Total RNA including miRNA from liver tissues was extracted by TRIzol (cat. no. 15596026; Invitrogen Corp., Carlsbad, CA, USA) or the miRNeasy Mini kit (cat. no. 217004; Qiagen, Hilden, Germany) according to the manufacturer’s suggestions. For mRNA qPCR, RNA was transcribed into cDNA using the QuantiTect reverse transcription kit and QuantiTect SYBR-Green PCR kits (cat. no. 205311 and no. 204243; both from Qiagen) according to the manufacturer’s protocols. For miRNA qPCR, RNA was transcribed into cDNA using the miScript Reverse II transcription kit (cat. no. 218161; Qiagen). The reaction component consisted of total RNA 1 μg, miScript HiSpec buffer 4 μl, Nucleics Mix 2 μl, miScript reverse transcriptase mix 2 μl, RNase-free H2O up to 20 μl. The reaction was carried out at 37°C for 60 min and 95°C for 5 min on the ABI PCR 9700 system (Applied Biosystems, Foster City, CA, USA). cDNA was diluted in 80 μl nuclease-free H2O for further application by LightCycler 480 SYBR-Green I master (Roche, Switzerland; cat. no. 04887352001). The reaction system for qPCR consisted of: LightCycler 480 SYBR-Green I Master 5 μl, forward primer 0.2 μl, reverse primer 0.2 μl, cDNA 1 μl, nuclease-free H2O 3.6 μl. PCR was run on ABI 7500 Fast (Applied Biosystems) and normalized against the expression of GAPDH or U6. The program was performed at 95°C for 10 min, 95°C for 10 sec plus 60°C for 30 sec for 40 cycles. For the melting curve evaluation, the temperature was slowly increased from 60°C to 97°C, and 5 acquisitions per °C were performed continuously. All samples were analyzed in triplicate. Relative expression was calculated using the comparative threshold cycle (Ct) method and was indicated as n-fold change = −(ΔCtKO − ΔCtWT). The primers for Tnfaip3, NF-κB and GAPDH were: for Tnfaip3, 5′-CAGCACCTAAG CCAACGAGT-3′ and 5′-TGGACCTGTCAATGTGTTCG-3′; for NF-κB, 5′-AGCTTATGCCGAACTTCTCG-3′ and 5′-GAC TCCGGGATGGAATGTAA-3′; for GAPDH, 5′-GCAAGG TCATCCCAGAG-3′ and 5′-AAGTCGCAGGAGACAAC-3′; for miR-694 and U6, the miRNA specific primers were respectively: 5′-CTGAAAATGTTGCCTGAAG-3′ and 5′-CAAGG ATGACACGCAAATTCG-3′, whereas the reverse primer was the manufacturer-provided miScript universal primer.

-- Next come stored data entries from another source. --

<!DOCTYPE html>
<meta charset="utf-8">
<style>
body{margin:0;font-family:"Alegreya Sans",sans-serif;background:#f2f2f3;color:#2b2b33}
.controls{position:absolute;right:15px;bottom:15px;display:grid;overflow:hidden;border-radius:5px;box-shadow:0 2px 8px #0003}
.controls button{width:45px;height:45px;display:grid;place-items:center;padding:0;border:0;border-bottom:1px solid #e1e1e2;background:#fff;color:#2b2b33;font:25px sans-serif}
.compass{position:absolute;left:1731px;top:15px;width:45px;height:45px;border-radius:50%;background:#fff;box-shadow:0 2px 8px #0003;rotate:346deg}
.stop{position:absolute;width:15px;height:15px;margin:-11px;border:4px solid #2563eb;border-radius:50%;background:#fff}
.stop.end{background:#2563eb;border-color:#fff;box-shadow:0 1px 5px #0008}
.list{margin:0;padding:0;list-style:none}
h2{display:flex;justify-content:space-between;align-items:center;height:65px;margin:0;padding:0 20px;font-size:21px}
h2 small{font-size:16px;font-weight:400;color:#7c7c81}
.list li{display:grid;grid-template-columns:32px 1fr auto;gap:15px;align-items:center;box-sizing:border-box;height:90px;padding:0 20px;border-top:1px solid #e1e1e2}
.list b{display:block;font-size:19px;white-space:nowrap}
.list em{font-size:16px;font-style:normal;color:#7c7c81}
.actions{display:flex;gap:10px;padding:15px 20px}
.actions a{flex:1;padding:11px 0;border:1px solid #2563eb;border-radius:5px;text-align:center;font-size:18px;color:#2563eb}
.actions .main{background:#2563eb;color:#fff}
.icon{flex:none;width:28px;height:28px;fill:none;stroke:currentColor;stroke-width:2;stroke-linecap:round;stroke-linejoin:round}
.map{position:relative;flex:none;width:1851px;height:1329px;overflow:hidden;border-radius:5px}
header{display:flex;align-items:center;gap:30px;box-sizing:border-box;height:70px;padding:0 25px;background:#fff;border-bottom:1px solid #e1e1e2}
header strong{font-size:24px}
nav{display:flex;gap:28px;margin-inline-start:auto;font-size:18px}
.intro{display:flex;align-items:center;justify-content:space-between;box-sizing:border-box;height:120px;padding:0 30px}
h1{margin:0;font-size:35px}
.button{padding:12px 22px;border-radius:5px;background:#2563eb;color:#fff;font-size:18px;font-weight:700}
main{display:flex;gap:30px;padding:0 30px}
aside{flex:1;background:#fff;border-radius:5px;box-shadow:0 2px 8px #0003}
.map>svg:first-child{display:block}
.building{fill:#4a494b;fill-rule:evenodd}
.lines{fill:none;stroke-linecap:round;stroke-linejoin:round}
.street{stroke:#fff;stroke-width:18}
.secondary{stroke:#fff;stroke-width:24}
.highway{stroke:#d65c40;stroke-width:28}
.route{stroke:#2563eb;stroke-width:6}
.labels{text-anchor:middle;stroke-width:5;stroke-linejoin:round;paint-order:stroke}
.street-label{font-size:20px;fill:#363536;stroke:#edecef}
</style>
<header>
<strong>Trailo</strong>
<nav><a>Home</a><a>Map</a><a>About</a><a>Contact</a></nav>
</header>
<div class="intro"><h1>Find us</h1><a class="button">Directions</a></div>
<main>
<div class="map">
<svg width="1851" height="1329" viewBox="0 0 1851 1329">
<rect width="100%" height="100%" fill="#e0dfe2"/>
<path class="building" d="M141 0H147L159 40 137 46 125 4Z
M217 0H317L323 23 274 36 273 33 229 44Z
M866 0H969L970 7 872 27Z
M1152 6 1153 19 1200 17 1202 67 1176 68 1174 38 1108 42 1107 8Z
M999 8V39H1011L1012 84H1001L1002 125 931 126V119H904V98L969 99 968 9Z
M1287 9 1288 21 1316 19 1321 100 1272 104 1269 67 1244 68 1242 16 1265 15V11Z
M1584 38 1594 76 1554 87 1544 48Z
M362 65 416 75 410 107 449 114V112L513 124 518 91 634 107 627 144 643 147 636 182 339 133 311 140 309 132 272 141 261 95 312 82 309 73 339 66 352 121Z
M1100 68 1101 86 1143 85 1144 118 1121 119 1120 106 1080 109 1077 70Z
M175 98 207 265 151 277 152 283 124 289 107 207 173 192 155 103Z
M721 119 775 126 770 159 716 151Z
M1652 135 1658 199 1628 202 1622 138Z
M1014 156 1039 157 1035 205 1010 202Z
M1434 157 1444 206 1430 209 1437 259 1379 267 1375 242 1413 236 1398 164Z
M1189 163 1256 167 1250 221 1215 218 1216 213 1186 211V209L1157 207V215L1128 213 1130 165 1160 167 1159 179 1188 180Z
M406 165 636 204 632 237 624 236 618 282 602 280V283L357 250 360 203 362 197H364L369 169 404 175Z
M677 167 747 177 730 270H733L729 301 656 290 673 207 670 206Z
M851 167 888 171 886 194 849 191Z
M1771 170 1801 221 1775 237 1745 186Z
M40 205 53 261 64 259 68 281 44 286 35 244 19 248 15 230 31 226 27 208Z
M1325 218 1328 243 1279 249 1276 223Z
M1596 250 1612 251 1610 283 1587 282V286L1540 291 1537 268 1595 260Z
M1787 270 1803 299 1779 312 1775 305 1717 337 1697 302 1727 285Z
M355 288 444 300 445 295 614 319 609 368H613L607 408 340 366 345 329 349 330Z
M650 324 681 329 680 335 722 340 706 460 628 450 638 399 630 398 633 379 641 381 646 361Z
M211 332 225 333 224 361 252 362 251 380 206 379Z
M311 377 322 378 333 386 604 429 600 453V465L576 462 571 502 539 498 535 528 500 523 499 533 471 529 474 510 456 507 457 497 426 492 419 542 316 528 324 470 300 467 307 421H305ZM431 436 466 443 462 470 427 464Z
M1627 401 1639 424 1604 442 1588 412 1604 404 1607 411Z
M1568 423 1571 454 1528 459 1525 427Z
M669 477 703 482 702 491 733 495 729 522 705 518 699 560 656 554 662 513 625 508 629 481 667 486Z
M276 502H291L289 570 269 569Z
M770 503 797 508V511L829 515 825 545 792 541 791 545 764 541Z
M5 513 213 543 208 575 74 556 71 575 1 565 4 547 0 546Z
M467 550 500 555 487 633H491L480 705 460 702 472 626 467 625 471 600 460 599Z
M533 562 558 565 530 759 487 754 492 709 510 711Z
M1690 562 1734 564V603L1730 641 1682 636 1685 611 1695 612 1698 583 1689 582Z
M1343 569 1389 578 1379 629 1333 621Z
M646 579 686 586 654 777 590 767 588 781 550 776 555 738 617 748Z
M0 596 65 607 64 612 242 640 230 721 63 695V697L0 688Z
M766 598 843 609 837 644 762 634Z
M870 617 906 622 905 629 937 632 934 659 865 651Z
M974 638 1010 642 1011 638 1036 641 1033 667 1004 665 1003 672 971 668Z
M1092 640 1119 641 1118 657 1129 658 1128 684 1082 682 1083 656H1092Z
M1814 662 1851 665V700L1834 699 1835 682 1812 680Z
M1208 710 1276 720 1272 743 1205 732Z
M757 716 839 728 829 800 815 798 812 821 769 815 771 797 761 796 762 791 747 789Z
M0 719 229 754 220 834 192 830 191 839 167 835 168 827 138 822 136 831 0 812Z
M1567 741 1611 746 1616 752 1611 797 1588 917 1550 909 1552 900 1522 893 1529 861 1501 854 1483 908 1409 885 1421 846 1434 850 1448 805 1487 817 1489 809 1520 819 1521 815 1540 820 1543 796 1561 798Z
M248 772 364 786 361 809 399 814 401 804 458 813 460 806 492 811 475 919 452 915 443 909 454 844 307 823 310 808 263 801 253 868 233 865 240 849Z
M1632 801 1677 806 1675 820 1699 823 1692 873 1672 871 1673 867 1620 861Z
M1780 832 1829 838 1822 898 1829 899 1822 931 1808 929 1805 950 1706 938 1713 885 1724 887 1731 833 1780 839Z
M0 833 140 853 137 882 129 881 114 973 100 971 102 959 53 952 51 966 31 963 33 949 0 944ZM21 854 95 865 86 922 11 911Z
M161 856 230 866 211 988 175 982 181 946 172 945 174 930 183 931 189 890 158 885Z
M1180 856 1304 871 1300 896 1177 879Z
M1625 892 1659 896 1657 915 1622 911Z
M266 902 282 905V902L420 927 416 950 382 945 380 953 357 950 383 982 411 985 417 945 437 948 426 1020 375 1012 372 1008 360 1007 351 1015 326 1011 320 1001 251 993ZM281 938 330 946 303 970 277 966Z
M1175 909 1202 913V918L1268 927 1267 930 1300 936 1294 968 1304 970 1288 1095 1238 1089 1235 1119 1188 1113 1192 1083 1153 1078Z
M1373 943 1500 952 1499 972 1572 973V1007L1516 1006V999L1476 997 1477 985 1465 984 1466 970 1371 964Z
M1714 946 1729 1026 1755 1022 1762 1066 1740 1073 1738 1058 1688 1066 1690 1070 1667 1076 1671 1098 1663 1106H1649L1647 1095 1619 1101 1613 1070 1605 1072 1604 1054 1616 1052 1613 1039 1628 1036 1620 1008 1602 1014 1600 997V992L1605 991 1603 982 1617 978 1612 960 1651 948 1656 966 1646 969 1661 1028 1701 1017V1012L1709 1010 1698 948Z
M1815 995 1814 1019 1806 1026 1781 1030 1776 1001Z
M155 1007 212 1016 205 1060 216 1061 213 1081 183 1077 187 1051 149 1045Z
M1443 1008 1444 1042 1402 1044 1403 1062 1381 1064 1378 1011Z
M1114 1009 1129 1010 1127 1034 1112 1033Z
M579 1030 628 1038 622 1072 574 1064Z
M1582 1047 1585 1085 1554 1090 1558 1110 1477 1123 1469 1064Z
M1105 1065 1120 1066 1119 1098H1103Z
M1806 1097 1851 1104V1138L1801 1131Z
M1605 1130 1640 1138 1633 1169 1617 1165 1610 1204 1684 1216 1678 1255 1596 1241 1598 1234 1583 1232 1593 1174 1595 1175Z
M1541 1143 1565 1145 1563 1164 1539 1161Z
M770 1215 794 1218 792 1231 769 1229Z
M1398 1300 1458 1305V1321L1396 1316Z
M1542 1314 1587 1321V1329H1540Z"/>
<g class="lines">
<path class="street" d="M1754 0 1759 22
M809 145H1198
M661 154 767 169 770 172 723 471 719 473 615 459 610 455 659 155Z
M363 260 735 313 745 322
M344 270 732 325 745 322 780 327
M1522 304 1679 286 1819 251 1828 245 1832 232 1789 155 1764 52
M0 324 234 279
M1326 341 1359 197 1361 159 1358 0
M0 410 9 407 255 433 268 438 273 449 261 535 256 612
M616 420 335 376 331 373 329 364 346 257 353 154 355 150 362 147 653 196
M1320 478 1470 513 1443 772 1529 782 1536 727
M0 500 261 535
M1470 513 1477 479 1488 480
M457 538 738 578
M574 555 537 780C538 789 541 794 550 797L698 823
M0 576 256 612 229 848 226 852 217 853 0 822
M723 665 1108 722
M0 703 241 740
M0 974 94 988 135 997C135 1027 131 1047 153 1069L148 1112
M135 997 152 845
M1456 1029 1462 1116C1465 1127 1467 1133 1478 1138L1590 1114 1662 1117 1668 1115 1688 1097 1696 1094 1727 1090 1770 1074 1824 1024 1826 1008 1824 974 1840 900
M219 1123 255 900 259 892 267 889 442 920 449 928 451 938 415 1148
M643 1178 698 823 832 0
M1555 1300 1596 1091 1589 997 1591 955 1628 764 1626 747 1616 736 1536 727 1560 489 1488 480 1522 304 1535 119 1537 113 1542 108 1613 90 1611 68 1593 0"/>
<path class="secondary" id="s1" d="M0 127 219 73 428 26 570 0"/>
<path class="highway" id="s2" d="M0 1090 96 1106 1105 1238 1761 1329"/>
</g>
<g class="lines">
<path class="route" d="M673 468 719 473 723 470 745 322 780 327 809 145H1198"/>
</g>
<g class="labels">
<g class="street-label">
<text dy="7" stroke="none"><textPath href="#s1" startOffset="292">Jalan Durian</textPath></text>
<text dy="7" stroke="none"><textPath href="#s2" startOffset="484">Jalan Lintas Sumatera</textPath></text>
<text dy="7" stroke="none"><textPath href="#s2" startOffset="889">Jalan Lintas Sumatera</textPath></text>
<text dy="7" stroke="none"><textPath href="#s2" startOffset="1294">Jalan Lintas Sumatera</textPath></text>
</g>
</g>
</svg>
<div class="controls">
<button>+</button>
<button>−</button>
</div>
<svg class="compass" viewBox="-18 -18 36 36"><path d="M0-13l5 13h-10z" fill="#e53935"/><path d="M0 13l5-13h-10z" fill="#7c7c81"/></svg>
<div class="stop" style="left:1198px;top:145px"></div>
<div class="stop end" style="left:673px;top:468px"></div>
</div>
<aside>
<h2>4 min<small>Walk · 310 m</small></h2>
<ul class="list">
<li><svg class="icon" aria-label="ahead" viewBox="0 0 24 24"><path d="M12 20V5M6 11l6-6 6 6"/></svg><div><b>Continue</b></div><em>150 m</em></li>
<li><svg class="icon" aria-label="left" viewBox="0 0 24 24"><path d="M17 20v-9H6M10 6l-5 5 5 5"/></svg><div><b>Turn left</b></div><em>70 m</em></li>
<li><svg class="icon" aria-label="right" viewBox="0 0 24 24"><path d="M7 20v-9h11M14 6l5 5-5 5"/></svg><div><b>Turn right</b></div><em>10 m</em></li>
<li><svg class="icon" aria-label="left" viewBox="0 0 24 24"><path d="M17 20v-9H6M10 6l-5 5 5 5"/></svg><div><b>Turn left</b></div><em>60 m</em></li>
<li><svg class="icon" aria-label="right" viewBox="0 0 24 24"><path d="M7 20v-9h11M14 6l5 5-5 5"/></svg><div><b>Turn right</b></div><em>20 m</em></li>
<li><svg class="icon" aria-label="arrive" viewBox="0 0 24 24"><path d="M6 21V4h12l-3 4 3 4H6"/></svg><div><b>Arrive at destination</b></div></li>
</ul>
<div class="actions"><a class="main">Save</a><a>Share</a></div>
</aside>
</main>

Microarrays of mRNA and miRNA

Liver tissues from 2 one-month male Lass2-KO mice and 2 one-month male WT mice were respectively subjected to the experiments of Mouse OneArray (MOA 2.0 ver.) and Mouse and Rat miRNA OneArray (MRmiOA 4.0 ver.) using Phalanx microarray platform by Oebiotech Co. (Shanghai, China). Briefly, RNA was extracted from liver tissues with TRIzol reagent (Invitrogen), whose quantity and purity were assessed using a NanoDrop ND-1000 spectrophotometer (NanoDrop Technologies Inc., Wilmington, DE, USA). The purity and integrity of each extracted RNA met the requirements: A260/A280 >1.6, A260/A230 >1 and RNA integrity number (RIN) value >5. Small RNA fraction indicated the abundance of RNA <200 nt compared with the overall RNA area from Agilent RNA 6000 Nano assay and was acceptable for the miRNA assay. Possibility of genomic DNA contamination was excluded by gel electrophoresis. Two micrograms of RNA from each group was respectively converted into cyanine-5 labeled target cRNA, hybridized to either Mouse OneArray or Mouse and Rat miRNA OneArray by the Affymetrix GeneChip fluidics station 450, and scanned with an Affymetrix GeneChip scanner 3000 7G. After normalization, differentially expressed mRNAs or miRNAs were established at log2 |Fold change| >1 and P<0.05.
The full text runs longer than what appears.